**Available records**
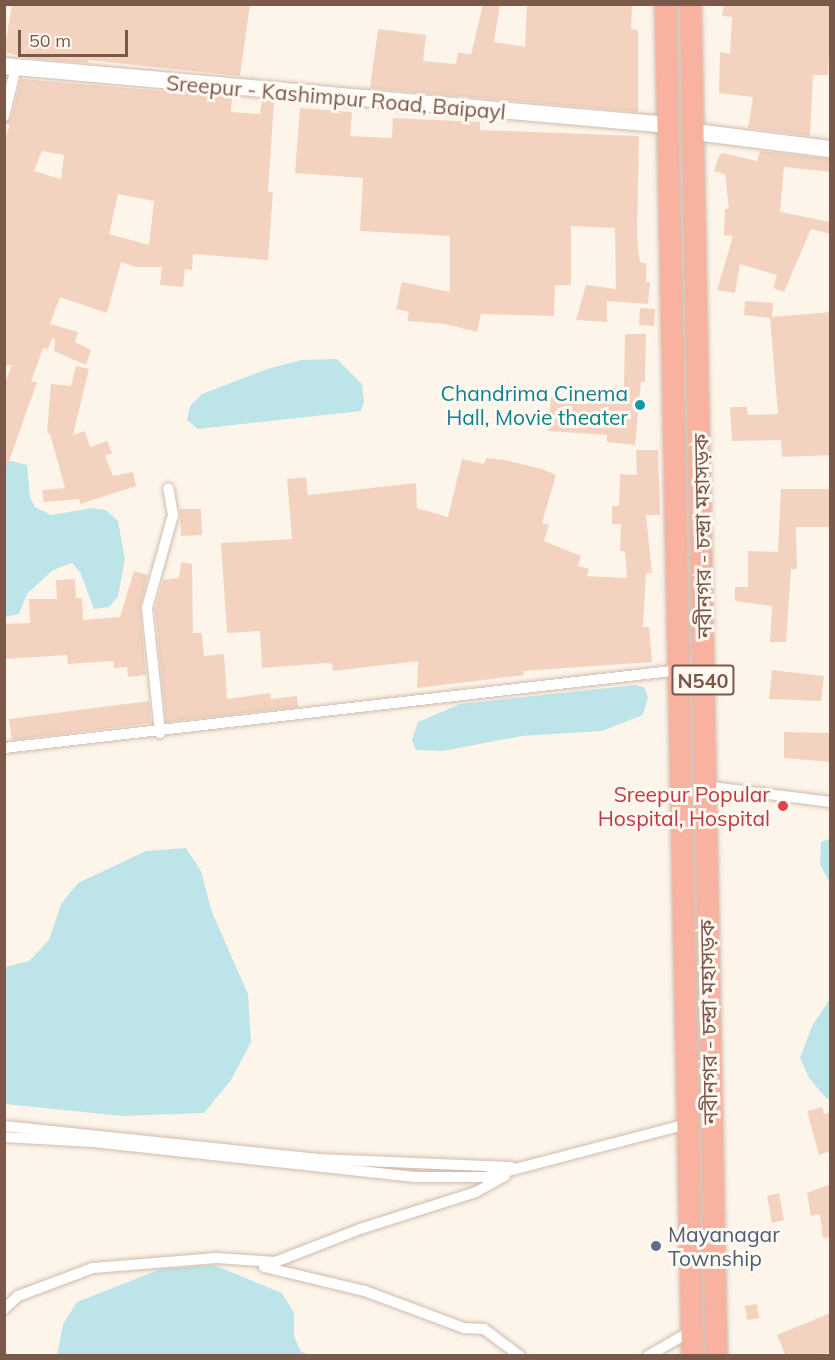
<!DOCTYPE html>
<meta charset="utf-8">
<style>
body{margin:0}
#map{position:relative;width:835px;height:1360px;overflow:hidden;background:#fdf5ea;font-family:Mulish,"Noto Sans Bengali",sans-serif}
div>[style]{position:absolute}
.water>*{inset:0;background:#bde5e9}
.building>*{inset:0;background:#f4d2c0}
.roads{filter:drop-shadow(0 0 2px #d1bbae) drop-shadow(0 0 2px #d1bbae)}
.street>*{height:10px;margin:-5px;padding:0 5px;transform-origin:5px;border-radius:5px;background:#fff}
.secondary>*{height:16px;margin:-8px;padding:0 8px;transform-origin:8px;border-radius:8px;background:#fff}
.highway>*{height:21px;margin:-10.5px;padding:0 10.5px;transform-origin:10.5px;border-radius:10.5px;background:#f9b29f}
.dots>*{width:16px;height:16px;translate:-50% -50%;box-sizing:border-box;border:3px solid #fff9f2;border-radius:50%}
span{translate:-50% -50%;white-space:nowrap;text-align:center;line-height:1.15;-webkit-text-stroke:6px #fff9f2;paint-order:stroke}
.shield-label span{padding:2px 4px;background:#fff9f2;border:2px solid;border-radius:4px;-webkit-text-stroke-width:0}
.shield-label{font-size:20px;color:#7a594b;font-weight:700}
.street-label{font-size:21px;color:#7a594b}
.culture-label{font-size:21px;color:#0d838f}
.right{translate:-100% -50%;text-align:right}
.health-label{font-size:21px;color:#be3a42}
.service-label{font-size:21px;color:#4e5e75}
.left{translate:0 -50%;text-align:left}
.frame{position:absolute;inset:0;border:6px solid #7a594b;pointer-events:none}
.scale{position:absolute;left:18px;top:30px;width:110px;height:27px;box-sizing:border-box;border:3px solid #7a594b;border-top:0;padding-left:8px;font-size:18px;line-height:21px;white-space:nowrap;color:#7a594b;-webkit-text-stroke:4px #fff9f2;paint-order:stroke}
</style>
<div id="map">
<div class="water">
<i style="clip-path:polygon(337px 359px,362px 384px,364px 401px,361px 411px,198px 429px,187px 420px,190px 406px,202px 394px,267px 369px,301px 360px)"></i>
<i style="clip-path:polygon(4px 459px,27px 465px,30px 497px,35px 507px,51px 515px,93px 508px,106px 510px,118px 521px,125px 559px,118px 597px,109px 607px,94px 609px,80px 572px,72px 563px,53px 570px,27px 594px,19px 614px,5px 617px)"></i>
<i style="clip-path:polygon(635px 685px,644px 687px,648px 697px,643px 715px,602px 731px,522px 736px,443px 751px,416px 750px,412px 740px,418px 722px,460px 704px)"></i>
<i style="clip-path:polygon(830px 839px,830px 884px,820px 864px,821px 842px)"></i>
<i style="clip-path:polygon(186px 848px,201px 871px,212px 912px,248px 994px,251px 1042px,231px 1080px,204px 1113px,122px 1116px,5px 1104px,5px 967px,29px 961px,49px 940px,61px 904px,78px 883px,146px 851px)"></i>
<i style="clip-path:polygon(830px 999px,830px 1098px,827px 1099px,809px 1078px,800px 1058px,812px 1026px)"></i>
<i style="clip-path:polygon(214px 1265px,282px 1293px,294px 1313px,294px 1336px,301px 1352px,311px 1355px,57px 1355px,63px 1324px,77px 1302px,161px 1269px)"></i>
</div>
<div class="building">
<i style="clip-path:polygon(12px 4px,250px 4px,240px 76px,88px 60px,88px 63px,29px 58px,4px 52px)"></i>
<i style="clip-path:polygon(483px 4px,500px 4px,494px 42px,525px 47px,527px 4px,632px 4px,631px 29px,638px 30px,638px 112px,370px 88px,378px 29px,426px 35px,423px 61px,456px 64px,458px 52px,471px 55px)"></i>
<i style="clip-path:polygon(724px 4px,831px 4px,828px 75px,813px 75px,810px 136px,748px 128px,753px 97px,719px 93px,720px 52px,730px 54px,732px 17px,722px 16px)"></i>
<i style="clip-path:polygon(evenodd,21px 79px,232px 97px,231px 112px,260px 114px,262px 100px,274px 101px,268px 192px,273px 192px,268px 260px,193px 254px,192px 270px,185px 269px,183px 287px,160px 285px,162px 267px,136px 267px,121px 262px,107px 313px,60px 297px,50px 324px,78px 332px,75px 342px,91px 350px,86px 365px,54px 351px,55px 339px,52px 338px,48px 349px,43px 348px,31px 382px,37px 382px,6px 470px,4px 385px,12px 365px,4px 365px,4px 140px,10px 125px,4px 123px,11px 118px,21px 79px,42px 151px,64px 155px,61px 179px,34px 171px,42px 151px,21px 79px,118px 194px,154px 201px,149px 245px,109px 234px,118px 194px)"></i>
<i style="clip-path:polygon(300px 108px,352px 112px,350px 136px,392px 138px,393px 118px,480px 122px,480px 130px,639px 136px,637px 233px,639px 257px,641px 263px,646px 263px,646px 282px,650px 282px,648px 304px,607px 301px,607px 322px,576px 320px,586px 285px,616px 289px,615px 228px,571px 226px,571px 285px,555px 285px,554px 316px,481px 314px,477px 332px,445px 324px,407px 321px,409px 312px,396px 309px,402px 282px,450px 292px,450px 236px,360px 231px,363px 178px,295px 173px)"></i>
<i style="clip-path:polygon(760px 151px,831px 159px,831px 172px,784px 167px,780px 212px,831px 222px,831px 234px,811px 229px,784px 292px,773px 288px,777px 275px,740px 264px,735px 293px,717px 290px,733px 236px,724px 235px,725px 209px,729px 209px,725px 174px,714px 171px,718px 158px,722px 153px,757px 161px)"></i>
<i style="clip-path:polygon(745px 301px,773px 303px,772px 317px,831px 312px,831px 455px,782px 457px,781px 440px,732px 441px,730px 407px,747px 407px,748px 415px,778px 414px,770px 318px,744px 315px)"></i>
<i style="clip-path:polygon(640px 308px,655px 309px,654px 326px,639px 325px)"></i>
<i style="clip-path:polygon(625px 334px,646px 334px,645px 382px,641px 382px,635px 445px,607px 442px,607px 435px,548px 431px,551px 397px,612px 399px,613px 388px,624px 388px)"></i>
<i style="clip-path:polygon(76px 366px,89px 369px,73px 435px,85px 431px,90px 447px,107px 441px,112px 453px,105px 456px,113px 476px,133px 472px,136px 486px,80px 504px,79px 499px,44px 502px,42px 490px,65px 488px,50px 434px,47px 433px,51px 384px,71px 386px)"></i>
<i style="clip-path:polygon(636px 450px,658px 450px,660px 515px,646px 515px,652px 573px,646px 573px,643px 627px,649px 627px,652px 662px,523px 671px,524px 675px,417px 688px,418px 661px,333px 671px,332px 664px,328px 663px,262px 668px,260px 631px,227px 633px,221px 543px,292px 539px,287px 479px,306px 477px,308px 495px,416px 483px,417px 508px,448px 517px,462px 459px,484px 464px,486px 458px,505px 460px,542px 469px,556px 475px,542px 523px,549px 525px,544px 541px,581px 556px,578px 566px,589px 569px,587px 576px,627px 578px,625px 551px,620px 551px,621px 524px,612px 524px,612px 506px,619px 506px,620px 474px,637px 475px)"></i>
<i style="clip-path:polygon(781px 489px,831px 489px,831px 527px,796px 527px,797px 569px,791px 569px,786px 642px,770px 642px,772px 606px,735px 601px,735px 587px,748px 587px,748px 551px,778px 552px)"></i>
<i style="clip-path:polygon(180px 509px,201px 509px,202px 535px,181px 536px)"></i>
<i style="clip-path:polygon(181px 562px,192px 564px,193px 633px,202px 633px,204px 656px,224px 654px,227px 699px,270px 693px,271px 699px,297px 696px,298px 707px,166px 722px,155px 609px,163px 580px,179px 578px)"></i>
<i style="clip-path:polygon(134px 571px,148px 575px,140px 608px,146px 675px,128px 677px,127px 667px,114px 668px,114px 661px,68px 664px,67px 655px,4px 659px,4px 624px,30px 623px,29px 599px,57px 599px,56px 580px,75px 579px,76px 598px,82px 598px,83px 620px,120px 617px)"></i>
<i style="clip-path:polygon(772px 670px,824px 676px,821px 701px,769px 699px)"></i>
<i style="clip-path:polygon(149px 701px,151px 723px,12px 740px,9px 719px)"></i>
<i style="clip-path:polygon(784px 732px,831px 733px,831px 762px,784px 758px)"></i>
<i style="clip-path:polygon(822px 1107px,824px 1114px,831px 1112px,831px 1151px,819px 1155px,807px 1111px)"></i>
<i style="clip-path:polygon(831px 1184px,831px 1237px,823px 1238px,820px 1214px,811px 1216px,807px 1193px)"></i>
<i style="clip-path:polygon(779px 1193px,784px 1220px,772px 1223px,767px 1196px)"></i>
<i style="clip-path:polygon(757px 1304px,759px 1318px,747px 1320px,745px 1306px)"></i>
<i style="clip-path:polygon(831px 1313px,831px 1353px,786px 1356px,777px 1335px)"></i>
</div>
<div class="roads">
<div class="street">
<i style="left:4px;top:116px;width:50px;rotate:-76.2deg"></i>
<i style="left:160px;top:733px;width:126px;rotate:-95.9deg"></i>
<i style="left:147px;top:608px;width:97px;rotate:-74.4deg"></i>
<i style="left:173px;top:515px;width:27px;rotate:-100deg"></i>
<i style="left:4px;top:748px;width:680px;rotate:-6.58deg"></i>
<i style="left:704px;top:786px;width:127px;rotate:7.2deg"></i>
<i style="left:4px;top:1126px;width:316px;rotate:6deg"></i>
<i style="left:318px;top:1159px;width:194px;rotate:2.4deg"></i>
<i style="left:4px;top:1137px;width:89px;rotate:3.2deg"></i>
<i style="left:93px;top:1142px;width:324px;rotate:6.2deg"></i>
<i style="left:415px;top:1177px;width:70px"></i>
<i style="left:485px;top:1177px;width:209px;rotate:-14.7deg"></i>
<i style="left:264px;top:1267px;width:104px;rotate:13.4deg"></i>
<i style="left:365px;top:1291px;width:106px;rotate:20.5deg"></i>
<i style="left:464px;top:1328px;width:20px;rotate:3deg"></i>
<i style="left:484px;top:1329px;width:45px;rotate:36.9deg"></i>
<i style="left:4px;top:1309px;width:19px;rotate:-43deg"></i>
<i style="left:18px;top:1296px;width:80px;rotate:-20.5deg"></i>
<i style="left:93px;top:1268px;width:124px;rotate:-4.6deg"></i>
<i style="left:217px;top:1258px;width:58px;rotate:3.9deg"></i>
<i style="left:275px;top:1262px;width:91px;rotate:-21.2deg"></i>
<i style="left:360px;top:1229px;width:122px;rotate:-17.7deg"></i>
<i style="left:476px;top:1192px;width:33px;rotate:-29deg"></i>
<i style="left:648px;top:1356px;width:50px;rotate:-30.2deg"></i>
</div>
<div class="secondary">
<i style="left:4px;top:66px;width:667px;rotate:5.08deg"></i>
<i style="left:695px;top:132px;width:136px;rotate:7.2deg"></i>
</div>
<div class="highway">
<i style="left:665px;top:4px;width:1352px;rotate:88.86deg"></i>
<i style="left:690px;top:4px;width:1352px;rotate:88.9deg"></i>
</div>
</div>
<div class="dots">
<i style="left:640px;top:405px;background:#0f9aa8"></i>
<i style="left:783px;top:806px;background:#e0444e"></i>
<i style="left:656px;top:1246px;background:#5c6f8a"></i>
</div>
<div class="shield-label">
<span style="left:703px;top:680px">N540</span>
</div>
<div class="street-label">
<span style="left:336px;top:97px;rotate:5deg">Sreepur - Kashimpur Road, Baipayl</span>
<span style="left:702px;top:536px;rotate:-91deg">নবীনগর - চন্দ্রা মহাসড়ক</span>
<span style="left:708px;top:1022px;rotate:-91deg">নবীনগর - চন্দ্রা মহাসড়ক</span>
</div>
<div class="culture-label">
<span class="right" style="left:628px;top:405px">Chandrima Cinema<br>Hall, Movie theater</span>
</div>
<div class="health-label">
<span class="right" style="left:770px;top:806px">Sreepur Popular<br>Hospital, Hospital</span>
</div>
<div class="service-label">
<span class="left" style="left:668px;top:1246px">Mayanagar<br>Township</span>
</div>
<div class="frame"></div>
<div class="scale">50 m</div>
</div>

**Exercise brief**
What is needed is an exact copy of each line from the top of the data above through the line containing "2px #d1bbae) drop-shadow(0", with no pictures.

**Solution for this problem**
<!DOCTYPE html>
<meta charset="utf-8">
<style>
body{margin:0}
#map{position:relative;width:835px;height:1360px;overflow:hidden;background:#fdf5ea;font-family:Mulish,"Noto Sans Bengali",sans-serif}
div>[style]{position:absolute}
.water>*{inset:0;background:#bde5e9}
.building>*{inset:0;background:#f4d2c0}
.roads{filter:drop-shadow(0 0 2px #d1bbae) drop-shadow(0 0 2px #d1bbae)}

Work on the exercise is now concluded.